Work to be completed: Scan the entries below. Return every line that includes "auto".

[[ Information shown open ]]

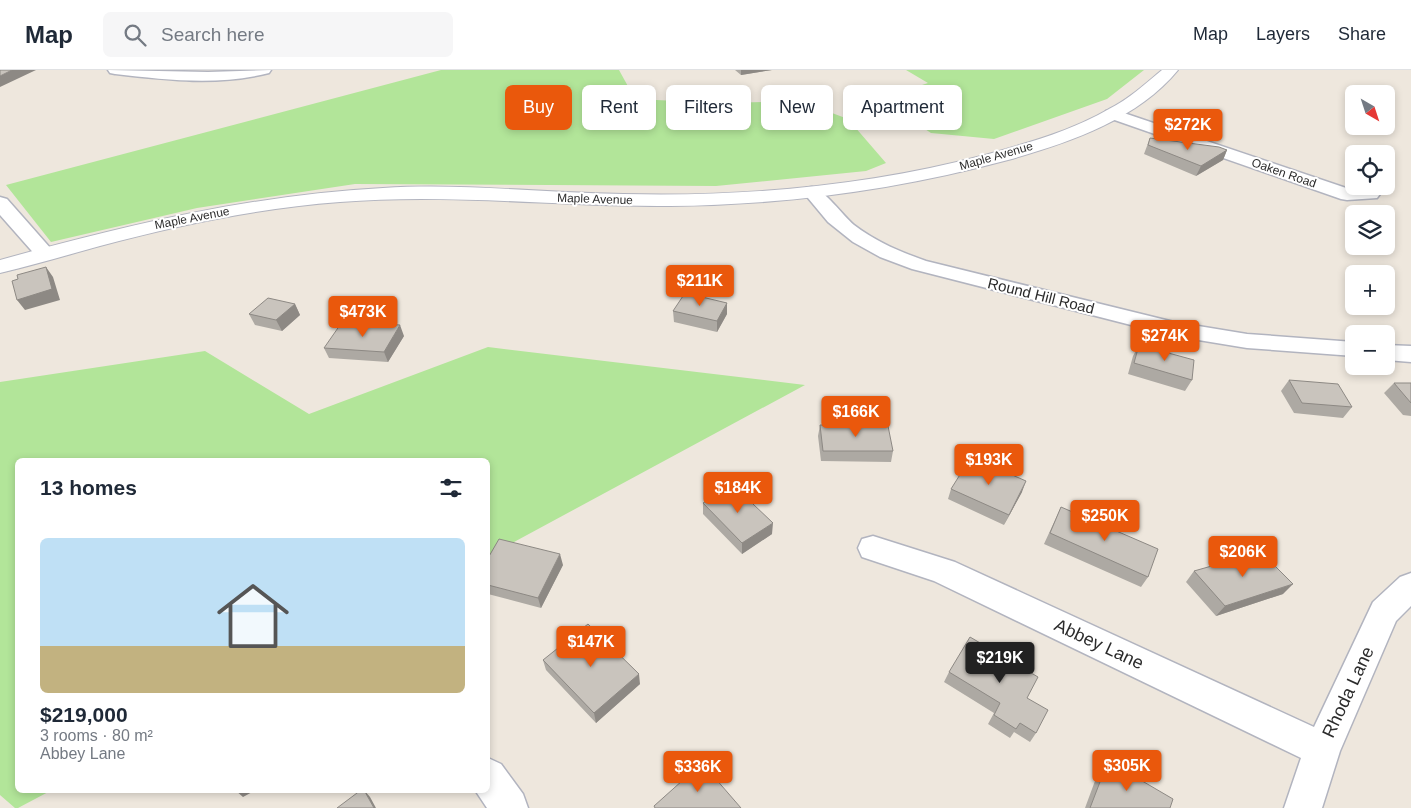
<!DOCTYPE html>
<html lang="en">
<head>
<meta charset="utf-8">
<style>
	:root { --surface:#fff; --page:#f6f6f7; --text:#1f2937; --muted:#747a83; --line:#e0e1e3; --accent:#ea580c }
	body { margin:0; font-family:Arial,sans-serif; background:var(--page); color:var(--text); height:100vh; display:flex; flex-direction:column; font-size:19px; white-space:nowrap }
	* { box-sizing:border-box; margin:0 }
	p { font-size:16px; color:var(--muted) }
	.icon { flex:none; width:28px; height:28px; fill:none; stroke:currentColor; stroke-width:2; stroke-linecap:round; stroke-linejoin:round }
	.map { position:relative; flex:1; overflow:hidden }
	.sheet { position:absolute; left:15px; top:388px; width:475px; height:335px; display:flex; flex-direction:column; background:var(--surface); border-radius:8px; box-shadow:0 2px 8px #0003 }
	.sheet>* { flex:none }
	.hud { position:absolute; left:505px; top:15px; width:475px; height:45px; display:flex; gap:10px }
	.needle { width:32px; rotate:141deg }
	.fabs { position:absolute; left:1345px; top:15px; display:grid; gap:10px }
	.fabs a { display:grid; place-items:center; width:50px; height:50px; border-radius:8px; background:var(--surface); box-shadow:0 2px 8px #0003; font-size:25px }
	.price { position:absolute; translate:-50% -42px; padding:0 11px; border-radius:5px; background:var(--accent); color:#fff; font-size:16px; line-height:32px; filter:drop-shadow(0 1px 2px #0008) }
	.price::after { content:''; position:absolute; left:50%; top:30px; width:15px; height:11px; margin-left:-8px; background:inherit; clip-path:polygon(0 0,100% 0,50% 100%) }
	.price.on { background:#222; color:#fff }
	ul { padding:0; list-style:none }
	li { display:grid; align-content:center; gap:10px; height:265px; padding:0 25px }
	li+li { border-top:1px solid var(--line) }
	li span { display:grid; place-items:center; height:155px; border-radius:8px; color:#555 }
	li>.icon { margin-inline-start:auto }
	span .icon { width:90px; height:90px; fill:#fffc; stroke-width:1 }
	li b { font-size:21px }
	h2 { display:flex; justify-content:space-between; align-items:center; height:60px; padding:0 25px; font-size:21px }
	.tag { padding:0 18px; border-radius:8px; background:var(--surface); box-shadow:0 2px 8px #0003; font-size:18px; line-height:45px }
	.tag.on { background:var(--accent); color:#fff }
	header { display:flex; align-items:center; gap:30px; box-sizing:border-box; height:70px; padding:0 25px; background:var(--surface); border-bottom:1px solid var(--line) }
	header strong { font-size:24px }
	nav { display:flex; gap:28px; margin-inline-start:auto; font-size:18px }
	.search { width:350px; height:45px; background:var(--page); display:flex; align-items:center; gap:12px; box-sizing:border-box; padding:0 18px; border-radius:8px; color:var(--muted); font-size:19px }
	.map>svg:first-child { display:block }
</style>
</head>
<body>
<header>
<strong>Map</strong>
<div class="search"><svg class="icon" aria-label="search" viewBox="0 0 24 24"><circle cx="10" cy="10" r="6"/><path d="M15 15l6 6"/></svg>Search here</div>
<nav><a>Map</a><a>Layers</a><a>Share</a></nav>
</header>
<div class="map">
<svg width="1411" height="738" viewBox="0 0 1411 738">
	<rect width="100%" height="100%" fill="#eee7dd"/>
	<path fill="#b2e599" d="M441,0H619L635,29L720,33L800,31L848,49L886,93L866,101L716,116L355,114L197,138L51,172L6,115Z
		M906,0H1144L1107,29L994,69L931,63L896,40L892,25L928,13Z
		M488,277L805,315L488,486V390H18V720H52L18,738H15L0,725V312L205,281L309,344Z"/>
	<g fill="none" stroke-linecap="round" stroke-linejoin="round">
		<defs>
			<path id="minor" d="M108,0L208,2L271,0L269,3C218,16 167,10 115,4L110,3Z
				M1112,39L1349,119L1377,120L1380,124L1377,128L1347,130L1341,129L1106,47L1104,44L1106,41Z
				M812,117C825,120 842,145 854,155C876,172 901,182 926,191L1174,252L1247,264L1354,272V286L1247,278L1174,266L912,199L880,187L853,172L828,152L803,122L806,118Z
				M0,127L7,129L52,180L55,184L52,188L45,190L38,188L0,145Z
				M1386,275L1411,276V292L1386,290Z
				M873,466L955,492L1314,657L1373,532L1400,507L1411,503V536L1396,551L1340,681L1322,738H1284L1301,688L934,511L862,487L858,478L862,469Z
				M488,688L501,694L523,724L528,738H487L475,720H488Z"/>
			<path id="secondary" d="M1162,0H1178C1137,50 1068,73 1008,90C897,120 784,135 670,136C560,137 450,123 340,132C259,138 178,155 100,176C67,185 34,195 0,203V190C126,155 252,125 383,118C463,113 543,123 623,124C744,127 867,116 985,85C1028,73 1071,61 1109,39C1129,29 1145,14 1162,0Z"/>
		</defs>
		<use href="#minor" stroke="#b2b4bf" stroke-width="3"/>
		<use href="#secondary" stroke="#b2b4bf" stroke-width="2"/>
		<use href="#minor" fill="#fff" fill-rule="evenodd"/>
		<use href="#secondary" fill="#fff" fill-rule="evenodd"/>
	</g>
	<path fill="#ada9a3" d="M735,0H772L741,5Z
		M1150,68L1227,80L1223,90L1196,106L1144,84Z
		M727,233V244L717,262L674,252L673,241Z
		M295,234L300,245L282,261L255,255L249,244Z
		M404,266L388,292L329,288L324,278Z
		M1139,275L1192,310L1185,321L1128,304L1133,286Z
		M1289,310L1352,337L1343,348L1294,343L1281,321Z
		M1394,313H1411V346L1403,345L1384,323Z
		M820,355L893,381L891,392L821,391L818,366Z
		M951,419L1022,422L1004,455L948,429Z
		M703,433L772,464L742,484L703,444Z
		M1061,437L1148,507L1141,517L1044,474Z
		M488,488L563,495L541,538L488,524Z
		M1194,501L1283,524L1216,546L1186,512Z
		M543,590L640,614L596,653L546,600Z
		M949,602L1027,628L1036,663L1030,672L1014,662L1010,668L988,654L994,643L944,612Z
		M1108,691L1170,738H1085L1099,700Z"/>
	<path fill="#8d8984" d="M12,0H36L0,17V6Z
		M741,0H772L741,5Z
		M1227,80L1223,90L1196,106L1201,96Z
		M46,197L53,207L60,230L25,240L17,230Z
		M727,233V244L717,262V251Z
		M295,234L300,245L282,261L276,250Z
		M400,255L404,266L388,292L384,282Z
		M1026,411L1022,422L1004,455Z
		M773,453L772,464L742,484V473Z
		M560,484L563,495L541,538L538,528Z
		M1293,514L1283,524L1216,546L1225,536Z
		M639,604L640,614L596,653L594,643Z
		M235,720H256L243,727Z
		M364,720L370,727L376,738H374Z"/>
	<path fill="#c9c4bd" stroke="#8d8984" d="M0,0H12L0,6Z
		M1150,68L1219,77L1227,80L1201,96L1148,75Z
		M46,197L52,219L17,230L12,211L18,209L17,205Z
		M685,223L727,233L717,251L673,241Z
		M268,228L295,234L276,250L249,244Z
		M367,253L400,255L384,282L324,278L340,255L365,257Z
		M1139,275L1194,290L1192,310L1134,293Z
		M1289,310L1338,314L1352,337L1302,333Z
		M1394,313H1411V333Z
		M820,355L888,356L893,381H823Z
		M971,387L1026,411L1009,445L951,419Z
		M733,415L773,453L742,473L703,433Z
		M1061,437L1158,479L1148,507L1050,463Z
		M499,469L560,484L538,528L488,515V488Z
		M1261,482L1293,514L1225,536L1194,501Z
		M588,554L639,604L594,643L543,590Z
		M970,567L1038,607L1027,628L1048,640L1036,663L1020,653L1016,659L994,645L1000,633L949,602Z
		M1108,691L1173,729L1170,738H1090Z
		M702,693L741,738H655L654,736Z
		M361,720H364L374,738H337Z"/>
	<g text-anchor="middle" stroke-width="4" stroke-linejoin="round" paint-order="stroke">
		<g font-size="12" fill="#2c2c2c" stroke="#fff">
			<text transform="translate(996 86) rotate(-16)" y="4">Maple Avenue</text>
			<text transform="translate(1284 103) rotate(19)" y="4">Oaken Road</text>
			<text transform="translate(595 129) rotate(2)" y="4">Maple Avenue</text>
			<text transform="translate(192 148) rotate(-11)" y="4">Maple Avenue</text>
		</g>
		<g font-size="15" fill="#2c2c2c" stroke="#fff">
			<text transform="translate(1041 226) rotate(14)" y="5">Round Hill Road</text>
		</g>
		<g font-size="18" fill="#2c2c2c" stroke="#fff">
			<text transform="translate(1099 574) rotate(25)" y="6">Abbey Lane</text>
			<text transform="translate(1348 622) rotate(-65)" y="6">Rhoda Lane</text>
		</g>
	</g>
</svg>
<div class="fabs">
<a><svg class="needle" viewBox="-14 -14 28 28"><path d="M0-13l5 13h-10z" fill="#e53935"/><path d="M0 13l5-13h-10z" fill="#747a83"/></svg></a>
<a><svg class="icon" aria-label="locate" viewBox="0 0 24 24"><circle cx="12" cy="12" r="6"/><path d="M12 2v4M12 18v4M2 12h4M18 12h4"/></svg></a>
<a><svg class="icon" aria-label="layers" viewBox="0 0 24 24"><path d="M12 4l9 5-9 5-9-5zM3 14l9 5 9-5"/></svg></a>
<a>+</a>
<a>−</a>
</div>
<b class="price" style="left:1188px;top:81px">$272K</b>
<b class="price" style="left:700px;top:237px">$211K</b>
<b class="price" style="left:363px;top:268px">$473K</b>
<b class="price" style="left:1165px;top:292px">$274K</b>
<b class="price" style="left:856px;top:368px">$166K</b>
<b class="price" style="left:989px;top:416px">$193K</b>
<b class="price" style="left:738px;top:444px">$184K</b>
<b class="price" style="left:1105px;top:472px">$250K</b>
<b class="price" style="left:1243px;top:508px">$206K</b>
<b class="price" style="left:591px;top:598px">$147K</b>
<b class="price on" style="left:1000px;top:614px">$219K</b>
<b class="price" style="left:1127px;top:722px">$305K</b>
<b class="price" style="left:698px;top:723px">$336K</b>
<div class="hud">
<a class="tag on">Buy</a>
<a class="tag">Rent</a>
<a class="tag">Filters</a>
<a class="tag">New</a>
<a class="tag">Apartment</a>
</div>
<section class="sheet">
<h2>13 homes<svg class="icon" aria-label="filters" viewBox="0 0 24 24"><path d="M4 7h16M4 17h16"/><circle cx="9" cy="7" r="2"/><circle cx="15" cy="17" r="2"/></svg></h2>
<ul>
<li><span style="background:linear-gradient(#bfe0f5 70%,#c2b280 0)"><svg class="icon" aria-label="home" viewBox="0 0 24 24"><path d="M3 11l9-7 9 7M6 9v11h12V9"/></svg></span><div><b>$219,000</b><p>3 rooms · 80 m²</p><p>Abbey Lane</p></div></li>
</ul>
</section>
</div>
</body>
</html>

[[ Information shown closed ]]

The answer:
	li>.icon { margin-inline-start:auto }
	nav { display:flex; gap:28px; margin-inline-start:auto; font-size:18px }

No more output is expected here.